— WORK INSTRUCTIONS —
Report every line of the records beneath this task that holds the string "controls".

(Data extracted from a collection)
►

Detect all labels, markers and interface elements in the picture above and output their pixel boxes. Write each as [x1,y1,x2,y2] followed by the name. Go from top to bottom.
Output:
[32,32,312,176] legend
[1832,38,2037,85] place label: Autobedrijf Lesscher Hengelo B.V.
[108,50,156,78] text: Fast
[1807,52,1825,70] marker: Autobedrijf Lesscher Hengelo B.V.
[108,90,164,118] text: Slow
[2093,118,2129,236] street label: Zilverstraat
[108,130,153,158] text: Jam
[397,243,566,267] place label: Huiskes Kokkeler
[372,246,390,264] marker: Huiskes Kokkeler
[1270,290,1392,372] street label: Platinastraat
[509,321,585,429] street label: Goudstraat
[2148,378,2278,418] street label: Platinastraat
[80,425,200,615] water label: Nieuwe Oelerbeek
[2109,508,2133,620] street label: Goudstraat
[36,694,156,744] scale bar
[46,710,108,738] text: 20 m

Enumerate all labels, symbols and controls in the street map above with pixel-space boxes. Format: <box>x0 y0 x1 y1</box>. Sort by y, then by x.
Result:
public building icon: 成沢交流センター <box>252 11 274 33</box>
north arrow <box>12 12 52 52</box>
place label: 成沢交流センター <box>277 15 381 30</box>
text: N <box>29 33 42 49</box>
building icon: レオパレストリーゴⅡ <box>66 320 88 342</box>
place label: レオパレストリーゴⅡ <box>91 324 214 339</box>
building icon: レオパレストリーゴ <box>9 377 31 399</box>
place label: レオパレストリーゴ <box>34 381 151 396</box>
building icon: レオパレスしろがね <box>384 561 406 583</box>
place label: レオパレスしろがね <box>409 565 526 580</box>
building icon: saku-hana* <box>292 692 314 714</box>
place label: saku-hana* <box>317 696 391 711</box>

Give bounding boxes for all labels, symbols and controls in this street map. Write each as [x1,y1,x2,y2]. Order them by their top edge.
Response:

◄

— TASK SOLUTION —
Enumerate all labels, symbols and controls in the street map above with pixel-space boxes. Format: <box>x0 y0 x1 y1</box>. Sort by y, then by x.
Give bounding boxes for all labels, symbols and controls in this street map. Write each as [x1,y1,x2,y2]. Order them by their top edge.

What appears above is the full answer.